[Stored items]
Segment Open

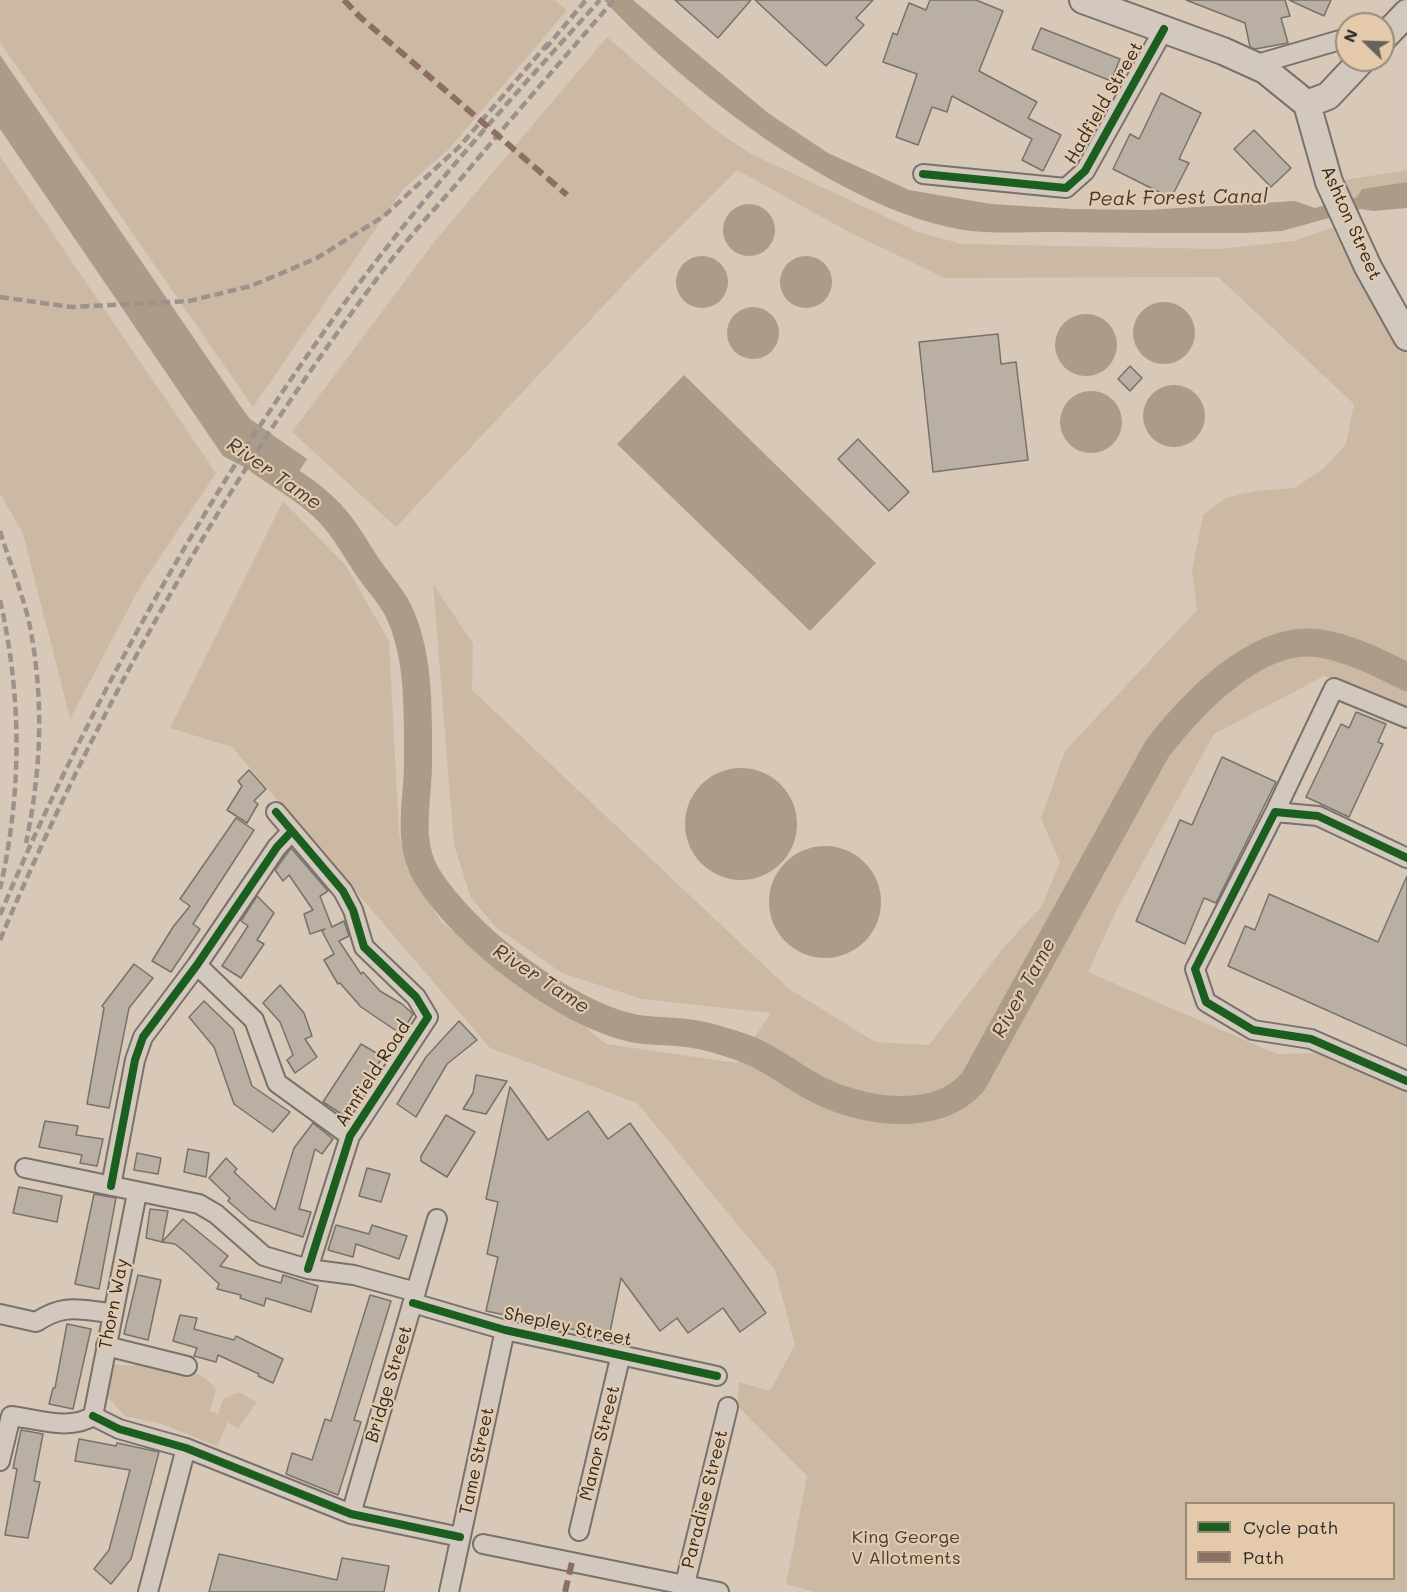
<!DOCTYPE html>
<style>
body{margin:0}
#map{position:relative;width:1407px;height:1592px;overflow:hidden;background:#d7c8b8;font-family:Mali,sans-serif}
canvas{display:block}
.legend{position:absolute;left:1185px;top:1502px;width:210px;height:78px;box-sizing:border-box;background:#e4c9ab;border:2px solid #9a8a78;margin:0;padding:8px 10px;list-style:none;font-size:18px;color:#2b2b2b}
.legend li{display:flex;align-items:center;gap:12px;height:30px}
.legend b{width:30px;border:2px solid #9a8a78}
.north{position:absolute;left:1335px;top:12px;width:60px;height:60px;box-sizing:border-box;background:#e4c9ab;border:2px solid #9a8a78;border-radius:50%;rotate:293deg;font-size:16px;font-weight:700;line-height:24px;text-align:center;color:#2b2b2b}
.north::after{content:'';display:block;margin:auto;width:21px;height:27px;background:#67625c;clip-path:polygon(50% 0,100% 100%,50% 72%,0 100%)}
</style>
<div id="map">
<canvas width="1407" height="1592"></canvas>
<ul class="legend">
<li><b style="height:8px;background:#1b5e20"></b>Cycle path</li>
<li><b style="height:8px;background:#8d6e63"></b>Path</li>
</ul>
<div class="north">N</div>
</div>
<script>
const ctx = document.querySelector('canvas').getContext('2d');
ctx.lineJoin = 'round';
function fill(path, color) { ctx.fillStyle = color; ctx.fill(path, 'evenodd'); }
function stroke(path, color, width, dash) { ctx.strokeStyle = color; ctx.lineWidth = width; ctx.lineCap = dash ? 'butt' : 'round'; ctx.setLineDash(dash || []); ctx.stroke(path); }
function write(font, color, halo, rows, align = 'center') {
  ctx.font = font + ' Mali,sans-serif'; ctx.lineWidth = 4.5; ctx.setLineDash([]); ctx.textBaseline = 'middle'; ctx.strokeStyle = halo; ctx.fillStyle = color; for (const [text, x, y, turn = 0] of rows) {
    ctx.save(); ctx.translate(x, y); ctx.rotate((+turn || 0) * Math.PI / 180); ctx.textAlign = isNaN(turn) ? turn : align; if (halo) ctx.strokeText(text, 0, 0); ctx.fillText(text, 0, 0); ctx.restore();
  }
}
const green = new Path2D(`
 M 0,0 L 555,0 L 567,10 L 449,149 L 404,188 L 253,407 L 0,42 Z
 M 607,37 L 714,129 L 751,154 L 918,232 L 962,244 L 1219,249 L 1294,241 L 1334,227 L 1407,346 L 1407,709 L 1324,676 L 1214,734 L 1117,909 L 1088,972 L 1277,1054 L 1328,1053 L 1407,1087 L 1407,1592 L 815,1592 L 786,1584 L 807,1476 L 737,1405 L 739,1382 L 770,1391 L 795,1345 L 775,1270 L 637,1103 L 490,1048 L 232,747 L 170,728 L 283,501 L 346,566 L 389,641 L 399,833 L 407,868 L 442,923 L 570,1014 L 606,1044 L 737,1063 L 771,1013 L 642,999 L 562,973 L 496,927 L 471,898 L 454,845 L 433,584 L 473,644 L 472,690 L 788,988 L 875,1042 L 929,1045 L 1004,947 L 1042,906 L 1060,862 L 1041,818 L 1065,751 L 1197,610 L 1192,571 L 1203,515 L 1226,498 L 1255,491 L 1295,488 L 1324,468 L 1346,444 L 1354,404 L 1218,277 L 945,278 L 849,232 L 737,170 L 637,270 L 396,527 L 292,432 L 435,241 ZM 1186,1504 L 1394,1504 L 1394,1578 L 1186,1578 Z
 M 0,156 L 216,473 L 140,587 L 70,719 L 23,533 L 0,494 Z
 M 1407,170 L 1407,182 L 1362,189 L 1358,197 L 1352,198 L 1345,180 Z
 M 141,1359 C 164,1364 203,1368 216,1390 L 210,1411 L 218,1414 L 223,1399 L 238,1392 L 257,1402 L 238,1429 L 228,1422 L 217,1446 L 162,1424 L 125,1416 L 105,1394 L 111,1364 L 133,1366 Z`);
const water = new Path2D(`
 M 604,0 L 633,0 L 768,113 L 828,153 L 909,190 L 991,204 L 1073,209 L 1146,210 L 1295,201 L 1315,208 L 1357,197 L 1362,189 L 1407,182 L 1407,208 L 1373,211 L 1361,209 L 1282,231 L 1244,233 C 1181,233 1117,233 1054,232 C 1024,232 992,234 963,230 C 842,210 685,89 604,0 Z
 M 0,55 L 239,404 L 250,419 L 307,459 L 287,490 L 223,456 L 0,129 Z
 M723 230a26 26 0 1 1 52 0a26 26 0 1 1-52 0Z
 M780 282a26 26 0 1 1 52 0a26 26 0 1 1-52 0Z
 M676 282a26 26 0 1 1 52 0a26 26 0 1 1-52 0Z
 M1133 333a31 31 0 1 1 62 0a31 31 0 1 1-62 0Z
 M727 333a26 26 0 1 1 52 0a26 26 0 1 1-52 0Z
 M1055 345a31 31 0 1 1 62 0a31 31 0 1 1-62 0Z
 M 684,375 L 876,563 L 810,631 L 617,444 Z
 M1143 416a31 31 0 1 1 62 0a31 31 0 1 1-62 0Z
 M1060 422a31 31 0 1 1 62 0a31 31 0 1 1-62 0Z
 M685 824a56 56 0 1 1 112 0a56 56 0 1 1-112 0Z
 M769 902a56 56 0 1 1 112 0a56 56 0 1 1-112 0Z`);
const river = new Path2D(`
 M 261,462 C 286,479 315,495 335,519 C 348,534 358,553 369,569 C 378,582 391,596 398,610 C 420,655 418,713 418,763 C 418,800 406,842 427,876 C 464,936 564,1013 632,1028 C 647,1031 662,1031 676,1032 C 697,1033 721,1040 741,1047 C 768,1056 789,1074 813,1087 C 858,1112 936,1125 973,1082 L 1157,749 C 1191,705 1255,636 1317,643 C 1348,647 1379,663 1407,677`);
const building = new Path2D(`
 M 675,0 L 751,0 L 718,38 Z
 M 755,0 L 873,0 L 856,18 L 864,25 L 826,66 Z
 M 930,0 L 976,0 L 1003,11 L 979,71 L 1037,102 L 1028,118 L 1061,135 L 1043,171 L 1022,160 L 1032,139 L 952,96 L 947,112 L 932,107 L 918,145 L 896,137 L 917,74 L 883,62 L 893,33 L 897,35 L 909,3 L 926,10 Z
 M 1186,0 L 1285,0 L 1290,16 L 1281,18 L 1288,43 L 1255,49 L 1250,47 L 1245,23 Z
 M 1289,0 L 1331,0 L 1324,16 Z
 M 1041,28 L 1120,59 L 1111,81 L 1032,49 Z
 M 1161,93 L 1201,113 L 1179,159 L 1189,163 L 1171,198 L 1113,169 L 1130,134 L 1139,139 Z
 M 1254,130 L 1291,168 L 1271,187 L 1234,149 Z
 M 998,334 L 1001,364 L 1016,362 L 1028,460 L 933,472 L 919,342 Z
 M 1130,366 L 1142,378 L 1130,391 L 1118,379 Z
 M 858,439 L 909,492 L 889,511 L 838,459 Z
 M 1356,712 L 1386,724 L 1378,742 L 1383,744 L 1349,817 L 1306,797 L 1341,724 L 1349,728 Z
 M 1222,757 L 1276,782 L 1216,903 L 1204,898 L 1185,944 L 1136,921 L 1180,820 L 1192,825 Z
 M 249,770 L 266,789 L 254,801 L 258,804 L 247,823 L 227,810 L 242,786 L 238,781 Z
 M 236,818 L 254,830 L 193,924 L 200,929 L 171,972 L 152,961 L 173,927 L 190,906 L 180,899 Z
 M 291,848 L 328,891 L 320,896 L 332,927 L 344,921 L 349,936 L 339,941 L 361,974 L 363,972 L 380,991 L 402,1004 L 413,1014 L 401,1034 L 361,1007 L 340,983 L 338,984 L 324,960 L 334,954 L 322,931 L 325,929 L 310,934 L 304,914 L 313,910 L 289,875 L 283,881 L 275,870 Z
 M 1407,876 L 1407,1046 L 1228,966 L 1245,926 L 1255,930 L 1269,894 L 1378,942 Z
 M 257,896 L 274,913 L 257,940 L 264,944 L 241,978 L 222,966 L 248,926 L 241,921 Z
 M 134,964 L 153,978 L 129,1008 L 109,1108 L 87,1104 L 104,1008 L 102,1006 Z
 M 280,985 L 304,1013 L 312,1036 L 305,1039 L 317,1057 L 295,1073 L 287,1060 L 293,1055 L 280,1022 L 263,1003 Z
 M 204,1001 L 233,1029 L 252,1086 L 290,1112 L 273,1132 L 234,1104 L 214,1047 L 189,1017 Z
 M 459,1021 L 477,1040 L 447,1064 L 416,1117 L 397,1104 L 426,1057 Z
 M 361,1044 L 383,1057 L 343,1115 L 323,1102 Z
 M 476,1075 L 507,1081 L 486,1114 L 463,1109 L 473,1093 Z
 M 510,1087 L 548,1140 L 588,1111 L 608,1139 L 630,1123 L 766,1313 L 740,1332 L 723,1308 L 688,1333 L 677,1318 L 660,1331 L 621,1278 L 609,1337 L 486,1311 L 498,1257 L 487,1254 L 498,1202 L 486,1199 Z
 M 446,1115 L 475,1132 L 447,1177 L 421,1161 L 421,1156 Z
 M 45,1121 L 78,1126 L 76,1135 L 103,1139 L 97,1166 L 80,1163 L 82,1155 L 39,1147 Z
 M 313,1123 L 333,1139 L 322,1154 L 315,1149 L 299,1209 L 311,1212 L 303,1237 L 250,1220 L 228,1201 L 230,1198 L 209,1178 L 226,1158 L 237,1169 L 234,1172 L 275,1210 L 294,1148 Z
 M 188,1149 L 209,1153 L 206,1177 L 184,1172 Z
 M 137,1153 L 161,1158 L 158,1174 L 134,1170 Z
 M 367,1168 L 390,1174 L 381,1202 L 359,1196 Z
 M 19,1187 L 62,1196 L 57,1222 L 13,1213 Z
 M 94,1194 L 116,1198 L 99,1289 L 75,1284 Z
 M 150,1209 L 168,1211 L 162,1242 L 146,1238 Z
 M 183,1219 L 228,1256 L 220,1266 L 281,1283 L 283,1275 L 318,1286 L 311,1312 L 266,1298 L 264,1306 L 240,1298 L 241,1295 L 217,1289 L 219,1284 L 185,1252 L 175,1244 L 162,1242 Z
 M 336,1225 L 369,1234 L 372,1225 L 407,1236 L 399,1259 L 356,1244 L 353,1257 L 328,1250 Z
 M 138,1275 L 161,1280 L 148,1340 L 124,1334 Z
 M 370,1295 L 391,1301 L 354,1420 L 361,1422 L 338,1495 L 286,1474 L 292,1453 L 312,1460 L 325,1419 L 331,1421 Z
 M 180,1315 L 197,1318 L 194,1329 L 234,1340 L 236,1336 L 283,1359 L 273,1383 L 258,1376 L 259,1374 L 218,1355 L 216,1362 L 194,1356 L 197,1348 L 173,1341 Z
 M 67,1324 L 91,1329 L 73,1409 L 49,1404 L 53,1388 L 55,1388 Z
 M 21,1430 L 43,1434 L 34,1481 L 40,1482 L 28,1538 L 5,1535 L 17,1469 L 13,1468 Z
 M 79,1439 L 116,1446 L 117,1443 L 159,1452 L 131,1559 L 111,1584 L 94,1569 L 109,1550 L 130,1470 L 75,1461 Z
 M 219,1554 L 337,1580 L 342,1558 L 389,1566 L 384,1592 L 209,1592 Z`);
const street = new Path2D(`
 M 1254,65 L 1347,38
 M 923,174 L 1066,188 L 1085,171 L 1164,29
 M 276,812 L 343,891 L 353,910 L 364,947 L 416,997 L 428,1017 L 350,1136 L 308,1269
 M 1275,812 L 1334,688 L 1407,718
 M 1407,858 L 1318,816 L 1275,812 L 1195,969 L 1206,1002 L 1253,1030 L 1311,1039 L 1407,1081
 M 197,965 L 254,1020 L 277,1083 L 350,1136
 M 25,1168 L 199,1204 L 216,1214 L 264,1256 L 308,1269 L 354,1275 L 416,1292
 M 111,1186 L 135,1060 L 143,1037 L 197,965 L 277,847 L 292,831
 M 413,1303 L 505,1330 L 717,1376
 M 0,1314 L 36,1322 C 65,1303 79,1310 112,1313
 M 106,1346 L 187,1366
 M 93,1416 L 119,1429 L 186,1448 L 351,1514 L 460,1537
 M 93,1416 L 137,1193
 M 0,1461 L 11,1416 C 38,1419 70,1431 93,1416
 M 351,1514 L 437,1219
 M 579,1531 L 621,1354
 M 483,1544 L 719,1592
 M 148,1592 L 186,1448
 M 449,1592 L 505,1330
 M 683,1592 L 728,1407`);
const secondary = new Path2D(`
 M 1083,0 L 1223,51 L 1265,70 L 1307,104
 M 1383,38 L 1407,13
 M 1307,104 L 1329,182 L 1368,267 L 1407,337
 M 1307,104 L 1328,96 L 1362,60`);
const rail = new Path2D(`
 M 545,49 L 586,0
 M 0,297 L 71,307 L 189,301 L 251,286 L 317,258 L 384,216 L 460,146 L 549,42
 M 0,531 C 10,564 25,599 31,632 C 44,705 41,771 26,843
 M 0,600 C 22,697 22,792 0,889
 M 0,915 C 84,715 196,513 321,336 C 404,217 503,107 600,0
 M 0,940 C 100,703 227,477 382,272 C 406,240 433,211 459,181 C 510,120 562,60 614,0`);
const quiet = new Path2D(`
 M 344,0 L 359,16 L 567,195
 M 565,1592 L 572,1562`);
const cycleway = new Path2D(`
 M 923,174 L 1066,188 L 1085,171 L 1164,29
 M 276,812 L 343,891 L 353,910 L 364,947 L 416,997 L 428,1017 L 350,1136 L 308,1269
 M 1407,858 L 1318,816 L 1275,812 L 1195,969 L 1206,1002 L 1253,1030 L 1311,1039 L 1407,1081
 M 111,1186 L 135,1060 L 143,1037 L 197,965 L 277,847 L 292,831
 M 413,1303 L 505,1330 L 717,1376
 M 93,1416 L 119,1429 L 186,1448 L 351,1514 L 460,1537`);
const streetNames = [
 ["Hadfield Street",1104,103,-60],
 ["Ashton Street",1351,223,66],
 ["Arnfield Road",373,1074,-57],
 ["Thorn Way",114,1304,-79],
 ["Shepley Street",568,1327,12],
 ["Bridge Street",389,1384,-73],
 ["Manor Street",600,1443,-76],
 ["Tame Street",477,1461,-78],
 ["Paradise Street",705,1499,-76]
];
const parkNames = [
 ["King George",906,1537],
 ["V Allotments",906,1558]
];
const waterNames = [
 ["Peak Forest Canal",1178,198,-1],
 ["River Tame",274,474,35],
 ["River Tame",541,979,33],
 ["River Tame",1024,988,-61]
];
fill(green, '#ccb9a4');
fill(water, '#ab9c8a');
stroke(river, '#ab9c8a', 28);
fill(building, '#b9afa3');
stroke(building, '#78726a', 1.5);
stroke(street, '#78726a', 22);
stroke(secondary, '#78726a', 30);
stroke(street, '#d2c8bd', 18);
stroke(secondary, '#d2c8bd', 26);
stroke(rail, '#9a928b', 4.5, [9, 4.5]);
stroke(quiet, '#8d6e63', 6, [12, 6]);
stroke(cycleway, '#1b5e20', 8);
write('18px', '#2b2b2b', '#e4c9ab', streetNames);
write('18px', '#423e3b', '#e4c9ab', parkNames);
write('italic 20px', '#413e3a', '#e4c9ab', waterNames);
</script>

Segment Closed

— TASK INSTRUCTIONS —
Give again exactly, and only, the lines above starting at the one with "function fill(path, color)" and ending at the one with "function stroke(path, color, width, dash)".

— SOLUTION TO THE EXERCISE —
function fill(path, color) { ctx.fillStyle = color; ctx.fill(path, 'evenodd'); }
function stroke(path, color, width, dash) { ctx.strokeStyle = color; ctx.lineWidth = width; ctx.lineCap = dash ? 'butt' : 'round'; ctx.setLineDash(dash || []); ctx.stroke(path); }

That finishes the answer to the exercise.